It's officially spring and science says we need to get outside.
Those of us who spend time in the great outdoors know about its powerful benefits on our mind and body. Whether it’s a short hike, a weekend camping trip, or months of travel, we value our experiences in nature and they make us feel better. It feels so good to spend time outside that we’re almost addicted to it. We crave travel and adventure.
Recent studies show us that nature decreases stress
The Japanese have a term for these experiences called shinrin-yoku or “forest bathing”. The studies have some participants go for a walk in nature while others go for a walk in a more urban setting. Both walks were the same difficulty and distance.
During the walks, the participants had their blood pressure and heart rates monitored. They were then required to fill out questionnaires about their moods and other psychological signs or symptoms.

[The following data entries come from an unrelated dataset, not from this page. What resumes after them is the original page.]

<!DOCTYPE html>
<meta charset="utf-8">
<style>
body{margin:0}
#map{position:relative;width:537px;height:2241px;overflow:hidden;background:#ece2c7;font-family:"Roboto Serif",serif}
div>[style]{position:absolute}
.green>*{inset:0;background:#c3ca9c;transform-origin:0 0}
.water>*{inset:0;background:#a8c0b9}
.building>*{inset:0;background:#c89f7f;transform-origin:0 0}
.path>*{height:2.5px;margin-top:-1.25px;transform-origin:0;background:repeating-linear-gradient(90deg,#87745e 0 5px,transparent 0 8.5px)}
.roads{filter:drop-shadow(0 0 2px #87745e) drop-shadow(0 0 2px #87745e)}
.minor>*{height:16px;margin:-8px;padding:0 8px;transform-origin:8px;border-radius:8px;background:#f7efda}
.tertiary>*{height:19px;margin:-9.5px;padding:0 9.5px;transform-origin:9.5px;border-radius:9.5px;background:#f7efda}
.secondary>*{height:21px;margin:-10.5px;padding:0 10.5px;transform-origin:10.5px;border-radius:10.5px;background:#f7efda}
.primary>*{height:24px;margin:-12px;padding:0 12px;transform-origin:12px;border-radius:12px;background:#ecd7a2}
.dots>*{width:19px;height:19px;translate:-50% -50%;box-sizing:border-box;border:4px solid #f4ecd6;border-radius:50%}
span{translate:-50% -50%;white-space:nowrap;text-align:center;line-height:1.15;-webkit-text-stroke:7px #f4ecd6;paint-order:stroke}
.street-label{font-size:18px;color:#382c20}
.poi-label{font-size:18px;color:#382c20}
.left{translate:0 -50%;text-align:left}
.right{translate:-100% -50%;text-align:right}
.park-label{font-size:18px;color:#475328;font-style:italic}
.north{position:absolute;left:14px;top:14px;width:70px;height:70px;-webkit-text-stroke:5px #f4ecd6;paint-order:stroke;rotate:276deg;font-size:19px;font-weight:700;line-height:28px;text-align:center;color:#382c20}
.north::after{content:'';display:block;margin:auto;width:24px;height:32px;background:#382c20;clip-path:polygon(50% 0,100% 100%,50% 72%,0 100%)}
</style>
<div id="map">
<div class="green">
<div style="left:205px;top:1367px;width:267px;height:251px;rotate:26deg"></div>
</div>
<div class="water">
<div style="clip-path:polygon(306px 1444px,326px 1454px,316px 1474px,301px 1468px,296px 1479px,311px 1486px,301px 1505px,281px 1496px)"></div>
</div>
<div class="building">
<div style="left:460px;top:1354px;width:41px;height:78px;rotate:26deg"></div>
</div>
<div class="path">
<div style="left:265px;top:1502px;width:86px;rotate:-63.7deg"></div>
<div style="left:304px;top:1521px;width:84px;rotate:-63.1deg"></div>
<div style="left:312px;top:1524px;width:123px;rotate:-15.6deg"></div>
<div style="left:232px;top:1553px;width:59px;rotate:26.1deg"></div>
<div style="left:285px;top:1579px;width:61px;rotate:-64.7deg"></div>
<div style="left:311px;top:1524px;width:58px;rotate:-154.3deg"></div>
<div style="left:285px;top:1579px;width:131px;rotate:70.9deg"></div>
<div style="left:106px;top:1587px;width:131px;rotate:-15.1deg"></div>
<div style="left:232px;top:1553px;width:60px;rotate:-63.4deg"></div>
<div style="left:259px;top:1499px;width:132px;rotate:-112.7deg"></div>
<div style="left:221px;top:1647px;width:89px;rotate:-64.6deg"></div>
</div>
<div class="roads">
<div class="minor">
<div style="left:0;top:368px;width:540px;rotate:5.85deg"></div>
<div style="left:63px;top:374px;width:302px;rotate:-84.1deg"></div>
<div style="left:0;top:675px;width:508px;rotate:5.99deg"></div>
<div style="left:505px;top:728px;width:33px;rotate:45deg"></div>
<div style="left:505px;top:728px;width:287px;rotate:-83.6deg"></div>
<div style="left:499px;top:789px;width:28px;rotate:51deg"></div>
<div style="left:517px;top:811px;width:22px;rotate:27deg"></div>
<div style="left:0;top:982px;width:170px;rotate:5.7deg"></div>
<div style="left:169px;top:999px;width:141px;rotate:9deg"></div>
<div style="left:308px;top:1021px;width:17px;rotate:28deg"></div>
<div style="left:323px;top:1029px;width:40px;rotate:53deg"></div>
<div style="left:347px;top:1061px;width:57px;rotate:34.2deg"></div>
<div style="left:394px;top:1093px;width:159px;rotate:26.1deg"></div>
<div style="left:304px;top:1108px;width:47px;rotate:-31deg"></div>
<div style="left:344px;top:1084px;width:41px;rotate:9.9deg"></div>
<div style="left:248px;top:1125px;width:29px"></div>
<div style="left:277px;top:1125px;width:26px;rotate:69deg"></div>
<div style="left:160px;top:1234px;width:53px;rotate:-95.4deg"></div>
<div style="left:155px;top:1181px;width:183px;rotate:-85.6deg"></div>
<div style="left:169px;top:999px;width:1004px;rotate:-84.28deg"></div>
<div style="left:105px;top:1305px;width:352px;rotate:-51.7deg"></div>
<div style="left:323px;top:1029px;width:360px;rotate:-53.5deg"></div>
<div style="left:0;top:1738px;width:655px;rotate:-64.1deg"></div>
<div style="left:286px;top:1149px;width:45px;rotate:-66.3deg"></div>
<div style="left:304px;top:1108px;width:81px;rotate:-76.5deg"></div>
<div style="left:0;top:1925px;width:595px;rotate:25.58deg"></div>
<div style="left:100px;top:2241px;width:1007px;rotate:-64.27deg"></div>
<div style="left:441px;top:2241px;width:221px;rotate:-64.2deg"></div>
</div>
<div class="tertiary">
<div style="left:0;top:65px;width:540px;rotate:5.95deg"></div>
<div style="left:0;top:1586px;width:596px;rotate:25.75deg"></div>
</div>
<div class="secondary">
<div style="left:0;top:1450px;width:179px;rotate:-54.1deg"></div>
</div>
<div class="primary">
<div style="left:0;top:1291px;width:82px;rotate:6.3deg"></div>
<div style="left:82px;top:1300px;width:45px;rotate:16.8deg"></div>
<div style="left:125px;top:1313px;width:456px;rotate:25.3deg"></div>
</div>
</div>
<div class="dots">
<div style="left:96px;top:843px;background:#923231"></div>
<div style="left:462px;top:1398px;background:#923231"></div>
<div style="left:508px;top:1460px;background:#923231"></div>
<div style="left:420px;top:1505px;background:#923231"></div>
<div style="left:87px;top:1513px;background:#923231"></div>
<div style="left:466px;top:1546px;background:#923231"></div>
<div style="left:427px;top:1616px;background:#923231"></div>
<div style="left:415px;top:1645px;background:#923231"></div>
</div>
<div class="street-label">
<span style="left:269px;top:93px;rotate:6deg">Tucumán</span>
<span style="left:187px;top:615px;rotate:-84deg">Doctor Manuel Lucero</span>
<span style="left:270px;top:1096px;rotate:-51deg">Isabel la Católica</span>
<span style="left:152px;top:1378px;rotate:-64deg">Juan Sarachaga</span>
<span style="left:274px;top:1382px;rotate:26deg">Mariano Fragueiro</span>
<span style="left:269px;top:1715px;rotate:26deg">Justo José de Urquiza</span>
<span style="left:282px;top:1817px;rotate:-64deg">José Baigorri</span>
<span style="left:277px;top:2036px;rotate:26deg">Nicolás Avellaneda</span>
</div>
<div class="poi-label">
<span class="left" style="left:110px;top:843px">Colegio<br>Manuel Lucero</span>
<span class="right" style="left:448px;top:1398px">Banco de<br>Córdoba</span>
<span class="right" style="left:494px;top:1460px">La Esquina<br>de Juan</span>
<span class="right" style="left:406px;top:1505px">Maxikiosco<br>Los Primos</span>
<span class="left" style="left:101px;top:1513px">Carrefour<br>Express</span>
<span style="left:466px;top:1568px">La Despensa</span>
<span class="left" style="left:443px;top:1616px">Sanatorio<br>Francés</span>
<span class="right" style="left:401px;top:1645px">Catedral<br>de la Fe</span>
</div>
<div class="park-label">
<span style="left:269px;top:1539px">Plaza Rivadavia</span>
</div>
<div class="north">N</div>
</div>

The result shows us that, after walking in nature, people reportedly felt less stress and anxiety. This was compounded by the fact that the nature-walking group had lower blood pressure and heart rates. Pretty awesome, huh?
You’re less likely to be overweight.
Getting into the great outdoors has proven to combat obesity in both adults and kids. This is most likely due to increased physical activity. Most of the time when we are heading out into nature, we end up doing a little hiking or even walking.
You’ll boost your immune system.
The act of getting outside improves the functions of our immune systems. It helps our natural killer cells and enhances anti-cancer proteins. If the simple act of going outside can help our defense of illness and cancer, count us in.
You’ll be more creative.
We are constantly bombarded with marketing and advertising. Every single day the average person sees hundreds of ads. There are a lot of scientists that believe our brains can’t handle this overload and that it leads to burn out and mental fatigue.
One way to counteract this fatigue is to get outside. A 2012 study showed that a group of test subjects was better at solving creative puzzles after taking a four day hiking trip. The control group who attempted to solve the same puzzles while waiting to take the hike performed worse – 47% worse.